07/15/2026 | News release | Distributed by Public on 07/15/2026 12:10
Research shows that to drive real-world action, communication needs to be tailored to its targets. That means personalizing it to the audience, framing it around their existing values, and focusing on tangible, collective solutions.
Sydney RobinsonSydney Robinson, a second-year PhD student studying marine, atmospheric and sustainability sciences in Stony Brook University's School of Marine and Atmospheric Sciences (SoMAS), is working to do exactly that. Her research involves community advisory boards and focus groups to understand communication barriers and effective messaging in the Jamaica Bay area of Queens, New York.
Robinson asks community members about their experiences and perceptions of the information they received around historic Superstorm Sandy. Jamaica Bay was one of the areas hardest hit by the storm in October 2012, enduring record-breaking storm surges that reached almost 12 feet, devastating adjacent coastal communities and inflicting severe ecological damage on the bay's fragile natural habitats.
"The goal is to conduct focus groups within the community and discuss how we as researchers can develop storylines to help with predictions of what storm surges can look like in the future," said Robinson. "Our role is to help communicate what those risks can be and get an understanding of what information they felt was missing during their previous experiences with floods.
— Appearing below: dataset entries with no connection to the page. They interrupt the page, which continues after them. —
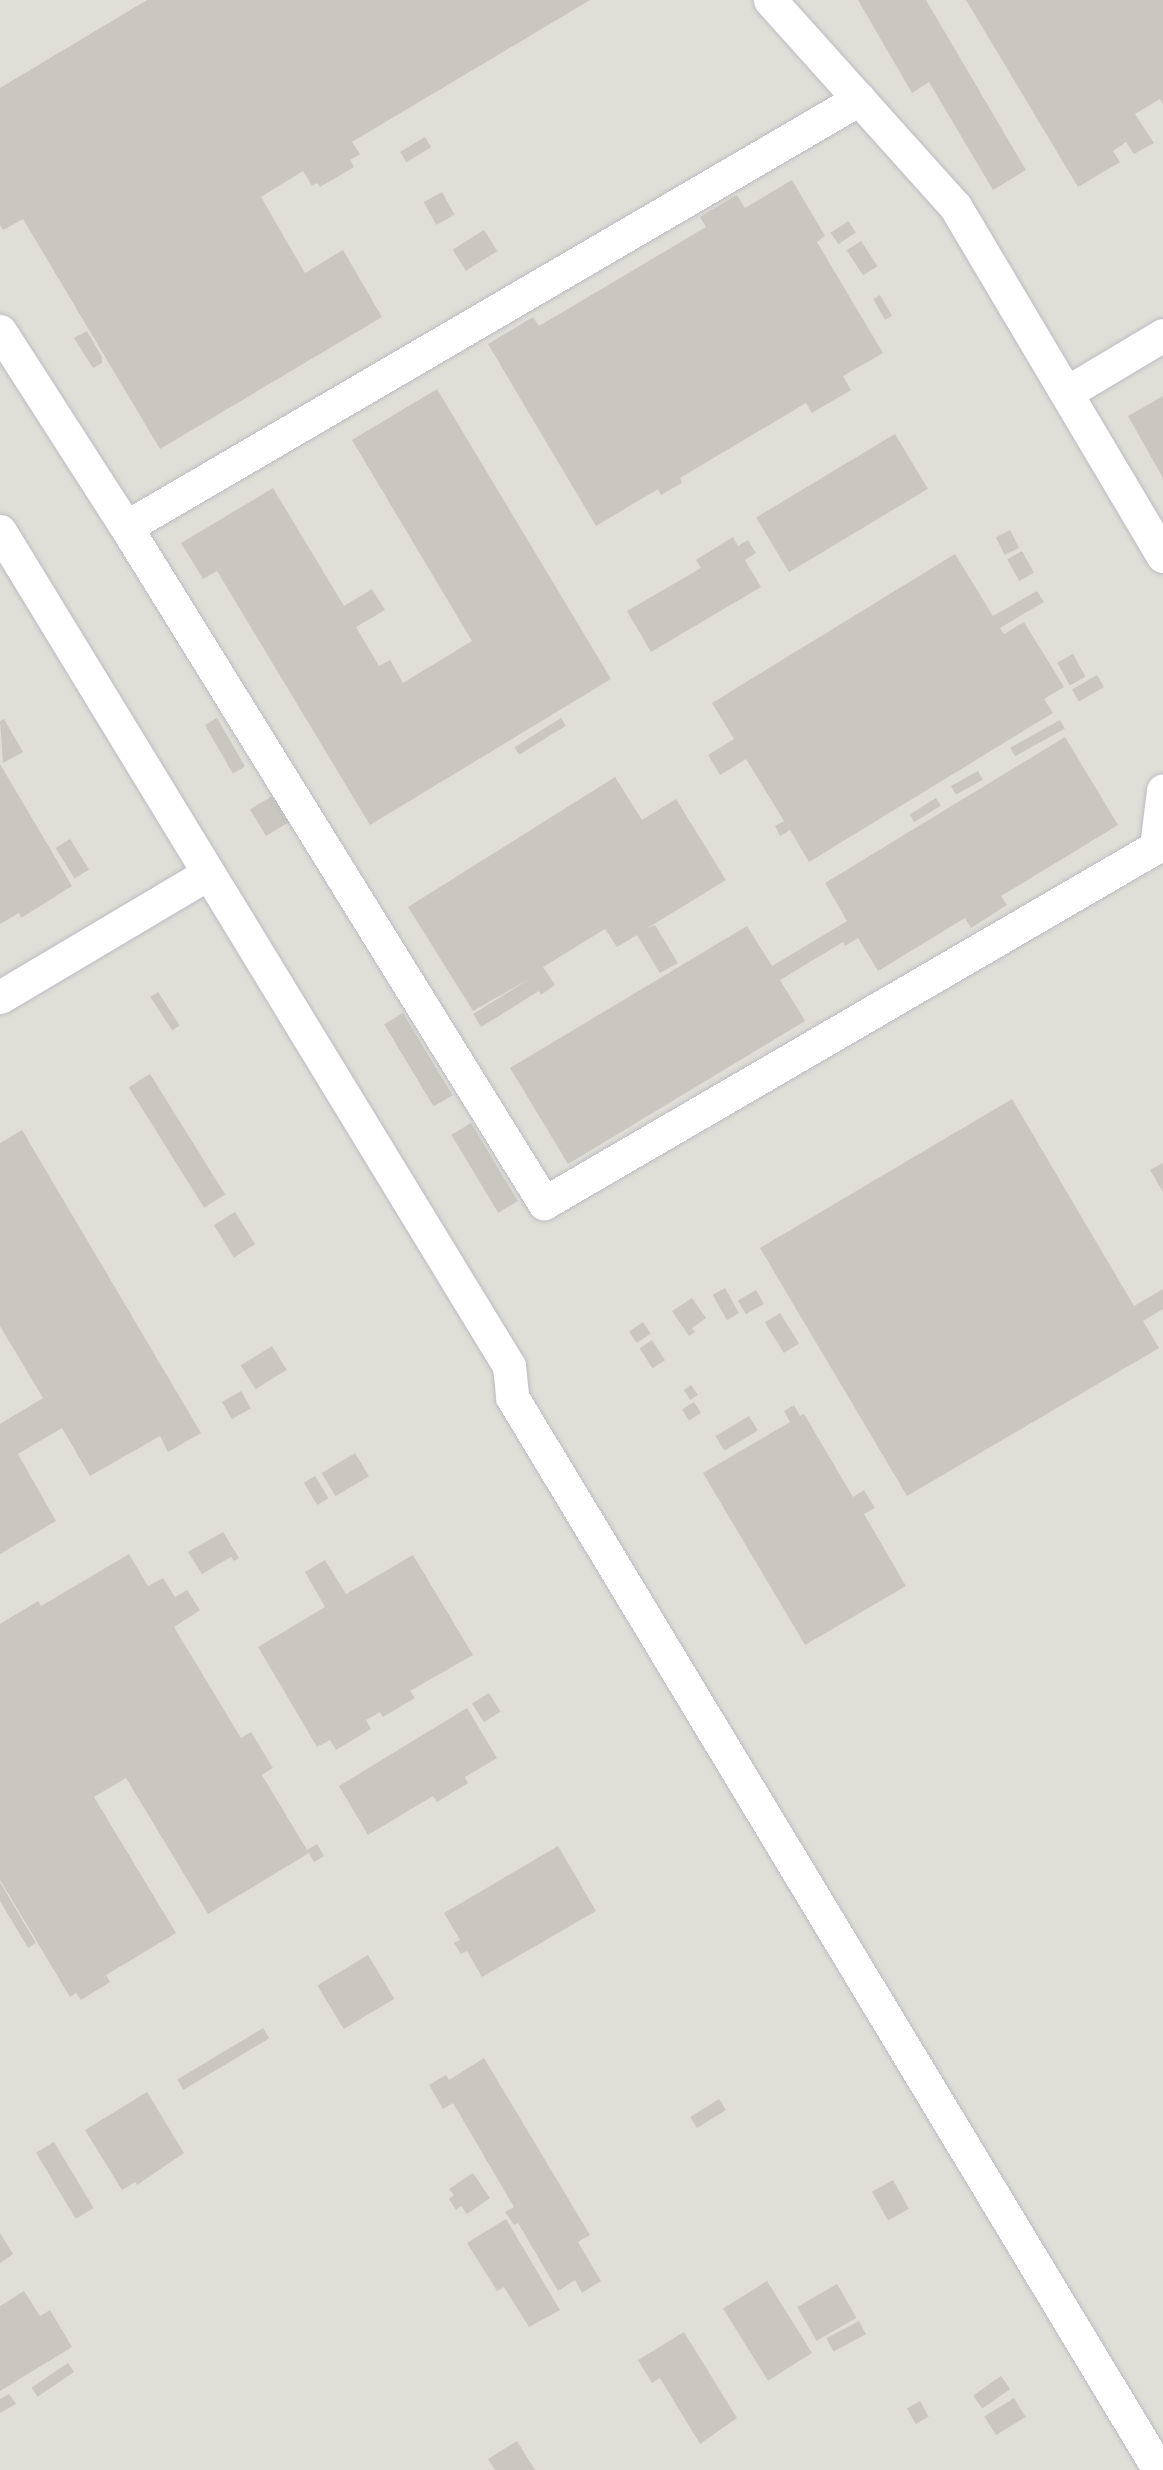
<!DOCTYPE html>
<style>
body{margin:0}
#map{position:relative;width:1163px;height:2470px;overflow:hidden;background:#efeee3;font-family:"Open Sans",sans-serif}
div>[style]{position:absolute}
.industrial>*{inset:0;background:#e0dfd7;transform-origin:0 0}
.building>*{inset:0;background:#cac7c0;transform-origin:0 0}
.roads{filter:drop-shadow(0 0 2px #bbbcc3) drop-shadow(0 0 2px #bbbcc3)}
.minor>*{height:33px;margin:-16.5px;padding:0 16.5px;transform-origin:16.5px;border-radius:16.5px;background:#fff}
span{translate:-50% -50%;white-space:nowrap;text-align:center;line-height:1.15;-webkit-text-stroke:6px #fff;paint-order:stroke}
</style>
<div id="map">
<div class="industrial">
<i style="left:0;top:0;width:1163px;height:2470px"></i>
</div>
<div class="building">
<i style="clip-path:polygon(147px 0,590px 0,352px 142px,360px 154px,350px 160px,354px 167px,320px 187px,317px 183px,312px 186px,303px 171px,261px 197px,305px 273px,343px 250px,382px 317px,160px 449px,23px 219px,3px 230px,0 225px,0 88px)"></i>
<i style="clip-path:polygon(858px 0,926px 0,1026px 170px,993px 190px,929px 82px,912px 93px)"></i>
<i style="clip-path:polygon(966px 0,1163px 0,1163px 104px,1160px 99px,1135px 114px,1154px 143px,1134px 154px,1126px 142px,1113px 151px,1120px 162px,1078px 187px)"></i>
<i style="left:425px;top:137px;width:12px;height:29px;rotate:59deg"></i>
<i style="clip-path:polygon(792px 180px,825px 236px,817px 242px,883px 353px,843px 376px,851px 390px,812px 413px,806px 403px,680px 478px,682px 483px,661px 495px,658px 489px,596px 526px,488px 344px,533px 317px,539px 326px,706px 227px,700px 217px,737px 195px,745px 208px)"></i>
<i style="left:442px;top:192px;width:26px;height:21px;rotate:61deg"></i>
<i style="left:848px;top:221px;width:14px;height:21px;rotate:56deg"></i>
<i style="left:484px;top:230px;width:25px;height:37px;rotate:58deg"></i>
<i style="left:861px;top:241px;width:30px;height:17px;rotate:57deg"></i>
<i style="left:880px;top:295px;width:24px;height:8px;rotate:60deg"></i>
<i style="clip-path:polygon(87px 331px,102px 357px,102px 363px,93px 368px,74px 338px)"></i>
<i style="clip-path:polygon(437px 389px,611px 679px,370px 825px,217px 571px,203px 579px,181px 543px,273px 488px,344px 606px,372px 589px,385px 610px,356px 627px,379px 666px,390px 660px,403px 683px,472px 641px,352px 440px)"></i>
<i style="clip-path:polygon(1163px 396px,1163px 478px,1128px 416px)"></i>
<i style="left:895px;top:434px;width:64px;height:162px;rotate:59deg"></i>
<i style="left:1010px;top:530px;width:20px;height:16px;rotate:63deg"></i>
<i style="clip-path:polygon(733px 537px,738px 546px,748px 540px,756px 553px,745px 560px,761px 587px,651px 652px,627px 611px,701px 568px,696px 560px)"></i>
<i style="left:1022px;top:551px;width:25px;height:17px;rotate:61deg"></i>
<i style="clip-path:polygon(955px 554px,993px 616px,1037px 591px,1044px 602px,1000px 628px,1004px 634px,1024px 622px,1064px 687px,1044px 699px,1053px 713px,809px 862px,790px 830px,780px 836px,775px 826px,784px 821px,746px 759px,720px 775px,708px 755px,734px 739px,712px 703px)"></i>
<i style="left:1073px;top:654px;width:26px;height:18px;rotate:61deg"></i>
<i style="left:1097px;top:675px;width:14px;height:29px;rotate:60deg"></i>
<i style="left:217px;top:718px;width:56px;height:14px;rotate:60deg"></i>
<i style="left:561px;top:718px;width:9px;height:55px;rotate:58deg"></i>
<i style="clip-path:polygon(4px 719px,23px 752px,3px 763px,0 721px)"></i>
<i style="left:1060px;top:720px;width:10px;height:57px;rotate:61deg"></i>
<i style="clip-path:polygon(1065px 737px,1118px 825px,1001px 896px,1007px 905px,971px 928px,965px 918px,878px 971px,858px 938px,845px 946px,843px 942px,780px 980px,805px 1021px,568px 1164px,510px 1068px,747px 926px,772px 966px,847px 921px,825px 883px)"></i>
<i style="clip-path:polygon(0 764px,72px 886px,21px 918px,19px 913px,0 924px)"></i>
<i style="left:978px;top:771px;width:10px;height:31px;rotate:61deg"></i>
<i style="clip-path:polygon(615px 777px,642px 820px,676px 799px,726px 880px,646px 929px,655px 925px,678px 963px,660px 973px,637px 935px,617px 947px,605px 929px,543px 967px,555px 985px,541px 995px,539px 991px,481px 1027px,473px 1014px,531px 978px,473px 1011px,408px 907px)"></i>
<i style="left:274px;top:795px;width:31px;height:28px;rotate:59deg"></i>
<i style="left:936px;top:798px;width:9px;height:31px;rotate:58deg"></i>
<i style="left:70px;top:839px;width:36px;height:17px;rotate:58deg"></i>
<i style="left:158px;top:992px;width:40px;height:9px;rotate:57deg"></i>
<i style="left:403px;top:1013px;width:96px;height:22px;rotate:59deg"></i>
<i style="left:150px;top:1074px;width:142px;height:25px;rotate:58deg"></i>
<i style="clip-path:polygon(1012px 1099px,1134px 1306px,1163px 1289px,1163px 1309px,1143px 1321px,1159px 1348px,907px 1496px,760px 1248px)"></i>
<i style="left:471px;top:1123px;width:91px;height:23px;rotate:59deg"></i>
<i style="clip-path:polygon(22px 1130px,201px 1433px,168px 1452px,160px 1436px,90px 1476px,62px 1428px,18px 1454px,56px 1521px,0 1554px,0 1424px,43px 1398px,0 1326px,0 1143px)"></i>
<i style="clip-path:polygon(1163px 1163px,1163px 1192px,1150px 1170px)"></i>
<i style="left:235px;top:1212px;width:38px;height:25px;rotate:58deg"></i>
<i style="left:725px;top:1288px;width:29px;height:14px;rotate:61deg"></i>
<i style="left:756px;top:1290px;width:16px;height:21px;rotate:60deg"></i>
<i style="clip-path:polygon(692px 1298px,706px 1318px,692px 1328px,695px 1332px,689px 1336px,672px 1311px)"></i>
<i style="left:780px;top:1313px;width:36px;height:18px;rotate:58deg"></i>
<i style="left:643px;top:1322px;width:14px;height:17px;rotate:56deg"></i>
<i style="left:652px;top:1340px;width:24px;height:15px;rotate:57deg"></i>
<i style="left:272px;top:1346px;width:28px;height:37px;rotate:58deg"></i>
<i style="left:691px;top:1385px;width:12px;height:9px;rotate:55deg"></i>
<i style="left:241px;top:1391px;width:20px;height:22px;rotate:60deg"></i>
<i style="left:694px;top:1402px;width:13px;height:14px;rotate:58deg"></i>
<i style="clip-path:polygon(794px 1405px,800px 1416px,804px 1414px,853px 1497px,864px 1490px,875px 1508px,864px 1514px,906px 1586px,805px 1645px,703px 1473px,790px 1422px,784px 1411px)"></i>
<i style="left:749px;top:1416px;width:17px;height:39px;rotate:59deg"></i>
<i style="left:355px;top:1453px;width:27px;height:39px;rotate:59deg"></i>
<i style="left:315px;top:1476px;width:26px;height:13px;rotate:59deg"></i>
<i style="clip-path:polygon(223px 1532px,239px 1558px,234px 1561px,231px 1557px,202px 1574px,188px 1552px)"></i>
<i style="clip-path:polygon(129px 1554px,148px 1586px,163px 1578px,175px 1597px,187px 1590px,200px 1610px,174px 1627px,241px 1738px,251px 1732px,273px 1768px,262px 1775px,307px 1850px,317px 1844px,324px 1856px,314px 1862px,309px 1853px,208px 1914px,126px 1778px,94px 1797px,176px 1933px,106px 1975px,110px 1982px,81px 2000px,76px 1993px,70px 1997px,0 1880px,0 1624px,38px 1601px,41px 1606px)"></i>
<i style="clip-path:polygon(413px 1555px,473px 1655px,410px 1691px,415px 1698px,383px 1717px,380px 1712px,366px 1720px,371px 1729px,336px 1750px,330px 1740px,317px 1747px,258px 1647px,325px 1607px,305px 1572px,325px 1560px,346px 1594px)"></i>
<i style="left:489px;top:1693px;width:22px;height:20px;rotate:58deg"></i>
<i style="clip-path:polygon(467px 1708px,497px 1758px,465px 1777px,468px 1783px,437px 1802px,433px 1796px,368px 1835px,339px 1786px)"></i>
<i style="clip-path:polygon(558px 1846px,596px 1911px,482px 1977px,467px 1951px,461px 1954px,454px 1943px,460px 1940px,444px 1913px)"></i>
<i style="clip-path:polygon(0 1882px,36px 1943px,28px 1948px,0 1901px)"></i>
<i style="left:368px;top:1955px;width:51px;height:59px;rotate:59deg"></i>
<i style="left:263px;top:2028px;width:12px;height:100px;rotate:59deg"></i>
<i style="clip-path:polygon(484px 2058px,590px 2235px,578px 2242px,601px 2281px,582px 2293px,575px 2280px,558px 2291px,518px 2223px,514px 2225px,505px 2212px,514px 2207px,453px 2103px,443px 2109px,429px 2085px,446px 2075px,449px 2080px)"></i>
<i style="clip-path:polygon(147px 2092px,184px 2153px,137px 2185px,135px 2182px,122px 2190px,85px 2130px)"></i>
<i style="left:719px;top:2099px;width:13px;height:34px;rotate:58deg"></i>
<i style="left:54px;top:2142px;width:77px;height:21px;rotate:59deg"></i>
<i style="clip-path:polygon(473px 2173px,490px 2198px,467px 2214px,461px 2206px,456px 2210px,449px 2199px,454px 2195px,449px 2189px)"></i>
<i style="left:893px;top:2180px;width:33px;height:24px;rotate:61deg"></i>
<i style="clip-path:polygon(506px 2219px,560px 2310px,529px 2327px,504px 2287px,497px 2291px,467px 2243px)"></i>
<i style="clip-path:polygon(0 2233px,13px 2254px,0 2263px)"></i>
<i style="left:767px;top:2281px;width:85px;height:52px;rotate:58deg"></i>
<i style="left:837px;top:2284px;width:39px;height:46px;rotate:60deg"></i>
<i style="clip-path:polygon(24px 2291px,40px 2316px,50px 2310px,72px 2347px,0 2391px,0 2306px)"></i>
<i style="left:859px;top:2321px;width:15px;height:37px;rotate:62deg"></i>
<i style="clip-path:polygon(684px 2332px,737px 2418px,700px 2444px,660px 2378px,652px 2383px,638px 2360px)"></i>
<i style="left:68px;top:2363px;width:11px;height:44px;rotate:56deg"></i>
<i style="left:1001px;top:2376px;width:16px;height:34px;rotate:55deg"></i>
<i style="clip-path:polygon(9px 2394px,16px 2404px,0 2413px,0 2399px)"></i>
<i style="left:1014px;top:2398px;width:22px;height:35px;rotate:58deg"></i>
<i style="left:920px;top:2401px;width:18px;height:15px;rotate:61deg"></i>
<i style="clip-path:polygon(517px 2441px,535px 2470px,495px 2470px,488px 2459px)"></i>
</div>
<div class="roads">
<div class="minor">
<i style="left:770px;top:0;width:277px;rotate:48.1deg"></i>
<i style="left:955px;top:206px;width:407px;rotate:59.3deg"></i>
<i style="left:0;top:331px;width:233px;rotate:57.3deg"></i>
<i style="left:126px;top:527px;width:795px;rotate:58.27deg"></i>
<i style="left:544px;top:1203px;width:708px;rotate:-30.19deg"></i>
<i style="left:1156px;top:847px;width:57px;rotate:-83deg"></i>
<i style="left:1066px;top:393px;width:113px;rotate:-30.9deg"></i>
<i style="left:126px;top:527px;width:849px;rotate:-30.28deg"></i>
<i style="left:0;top:531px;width:978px;rotate:58.63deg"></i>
<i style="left:509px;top:1366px;width:31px;rotate:84deg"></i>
<i style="left:512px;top:1397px;width:1253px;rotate:58.91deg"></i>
<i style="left:0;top:997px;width:241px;rotate:-30.7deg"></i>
</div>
</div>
</div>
That's the bulk of figuring out what those communication barriers were, and what type of information they feel is most important."
Robinson describes her research as a mixture of both climate science and communications.
"I align myself more with the communications as I dig deeper," she said. "I situated myself in that communication, and specifically messaging and testing of messaging to see what is most digestible and impactful to people under different scenarios. This particular project addresses the question of what climate change looks like in Jamaica Bay."
Robinson, from Buffalo, New York, began her collegiate career at SUNY's University of Albany, where she studied environmental science with a concentration in geography. Throughout different projects, she was exposed to place attachment and questions of how and why people stay or leave areas - what makes people stay? What influences them? And how does messaging impact them?
"Another thing we've always talked about is people evacuating," she said. "There are other dimensions of why people evacuate, and that could come down to them just not getting the messaging or having the awareness to go at a specific time."
Robinson planned to pursue a master's in planning. "When I talked to a faculty member at Stony Brook, they encouraged me to apply for a PhD," she said. "I was hesitant, but I took the chance and got accepted. And now I'm doing things that I never thought I could do."
Robinson noted that when people hear the phrase 'climate change,' that may be the end of the conversation. "So coming at it through a different approach and maybe leading with the things they are most concerned about and adapting what you're going to say back can help you design a tactic to be more effective with different groups of people," she said.
To that end, Robinson intends to focus her dissertation on examining testimonial injustice in environmental policy communication.
"Every community and every person is different, therefore your approach has to be different," she said. "Climate change is a door opening because there is concern and awareness. But certain people may be more willing to listen to messaging that says 'extreme weather' rather than 'climate change,' for example. You have to listen and adapt your language. You may not unlock the things that move people if you put potential communication barriers in front of them."
After graduation, Robinson hopes to have a career in teaching, with an eye toward administration. She credits her advisor, Christine Gilbert, an assistant professor in the School of Communication and Journalism and SoMAS, for being a big part of her academic success.
"She has really invested in me and unlocked a lot of questions and curiosity that I was thinking about but I wasn't sure was relevant," she said. "Communication is new to me and she's definitely helped me with developing experimental messaging testing. She's poured a lot into me and she has been a really strong foundation."
"Sydney is an excellent representation of what a climate change researcher often looks like - someone who doesn't come from one discipline, but has interests that span multiple disciplinary fields," said Gilbert. "Despite having no communication research training, Sydney was able to quickly learn 'on the job' during data collection for a project I ran in the summer of 2025 focused on invasive species communication. Her curiosity is her greatest asset."
Robinson received both the Maze-Landeau and Bridge to the Doctorate Fellowships in 2024. The Maze-Landeau Graduate Student Award is a travel award for SoMAS students intended to help full-time graduate students participate and present a paper or a poster at a national or international professional society meeting. Stony Brook University's Bridge to the Doctorate program is an NSF-funded fellowship for underrepresented minority students in STEM fields.
In addition to applying the communication she hopes to develop, adaptation has also been a central theme in her own academic journey.
"Since I've been here, I've been able to explore opportunities and learn more about communication research," she said. "Everything just kind of just fell together and I'm really grateful for that. It definitely wasn't the plan that I started with, but this path was the best that could have happened."